L’Allemagne est-elle une entrave à l’établissement d’une Europe-puissance ?

La Siegessäule (Colonne de la victoire), à Berlin

On ne semble plus depuis quelques temps pouvoir entendre prononcer le mot « Europe » sans que celui-ci soit invariablement suivi par celui d’ « Allemagne ». Qu’il s’agisse du fameux « modèle allemand », de la puissance économique de nos voisins d’outre-Rhin, de la vision allemande de l’Union Européenne, ou des tenues vestimentaires de la Chancelière Angela Merkel[i], l’Allemagne semble partout. Partout, oui, si l’on ne dépasse pas les frontières de l’Europe.

Le contexte économique de ces dernières années ayant été marqué au fer rouge du sceau de la crise, c’est naturellement vers cet aspect que l’analyse a tendance à se tourner le plus rapidement quand il s’agit d’étudier la place et le rôle de l’Allemagne dans l’Union Européenne. Celle-ci bénéficie en effet d’une structure économique forte, faisant d’elle un des rares pays du continent au sein duquel les impacts négatifs de la crise systémique se ressentent de manière réduite. Car c’est un fait indéniable, si la majorité des européens lutte encore dans le maelström de la crise de la zone euro, les Allemands sont plutôt heureux et considèrent que leur niveau de vie est satisfaisant, de même que leurs conditions de travail[ii]. Pour autant, le « modèle allemand » est-il transposable à l’ensemble de l’Union Européenne, et est-il seulement exportable ? Ces questions, si fondamentales soient-elles, ont déjà été abordées par de nombreux politistes et économistes, nous ne les traiterons donc pas ici, d’autres l’ayant déjà fait de manière approfondie[iii].

Le point qui nous intéresse ici sera d’étudier l’influence de l’Allemagne sur le développement et la mise en place d’une Europe-puissance à l’échelle du monde. Rêvée par les pères fondateurs, celle-ci se trouve pour le moment encore au stade de l’utopie. Certes d’un point de vue strictement économique, l’Union Européenne est un acteur déterminant sur l’échiquier mondial. Disposant de sa propre monnaie, d’un cadre législatif supranational pointu et structuré, de mécanismes de régulation et d’organes de contrôle, elle se classe ainsi comme le premier acteur commercial du monde. Mais quand il s’agit de considérer ses outils de puissance, l’affaire est toute autre, certains n’hésitant pas sur ce point à qualifier la situation actuelle « d’Europe des bisounours », pour reprendre l’expression de Jean Louis Bourlanges[iv].

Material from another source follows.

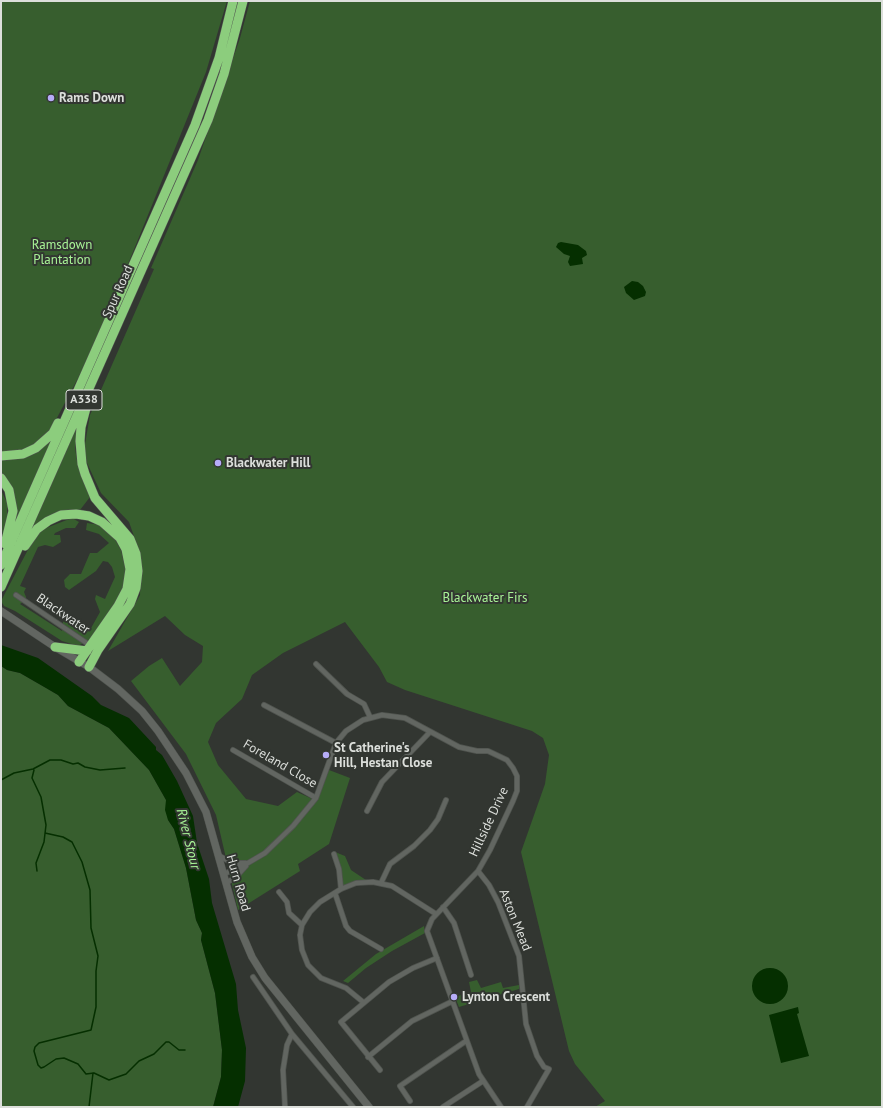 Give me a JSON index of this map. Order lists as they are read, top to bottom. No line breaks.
{"streets":{"highway":["Spur Road","A338"],"main road":["Hurn Road"],"street":["Blackwater","Foreland Close","Hillside Drive","Aston Mead"]},"crossings":[["Foreland Close","Hillside Drive"],["Hillside Drive","Hurn Road"],["Hillside Drive","Aston Mead"]],"water":["River Stour"],"parks":["Ramsdown Plantation","Blackwater Firs"],"places":["Rams Down","Blackwater Hill","St Catherine's Hill, Hestan Close","Lynton Crescent"]}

Afin qu’aucune zone d’ombre ne demeure dans cette analyse, nous adopterons du terme « puissance » les définitions données par Max Weber : « toute chance de faire triompher, au sein d’une relation sociale, sa propre volonté contre la résistance d’autrui »[v] et Raymond Aron : « j’appelle puissance sur la scène internationale la capacité d’une unité politique d’imposer sa volonté aux autres unités »[vi]. Ainsi, partant de cet angle d’approche, la puissance se caractérise par deux principaux éléments :

1) l’existence d’une volonté,

2) la capacité de la faire prévaloir.

Ainsi donc, même si le concept est vaste, on peut affirmer sans se tromper qu’à l’heure actuelle, l’Union Européenne ne dispose, d’un point de vue politique, ni de l’un, ni de l’autre[vii]. Or, quel rôle, et quelle place pour l’Allemagne, acteur incontournable de l’Europe actuelle, dans l’hypothèse de l’émergence à terme d’une Europe-puissance ?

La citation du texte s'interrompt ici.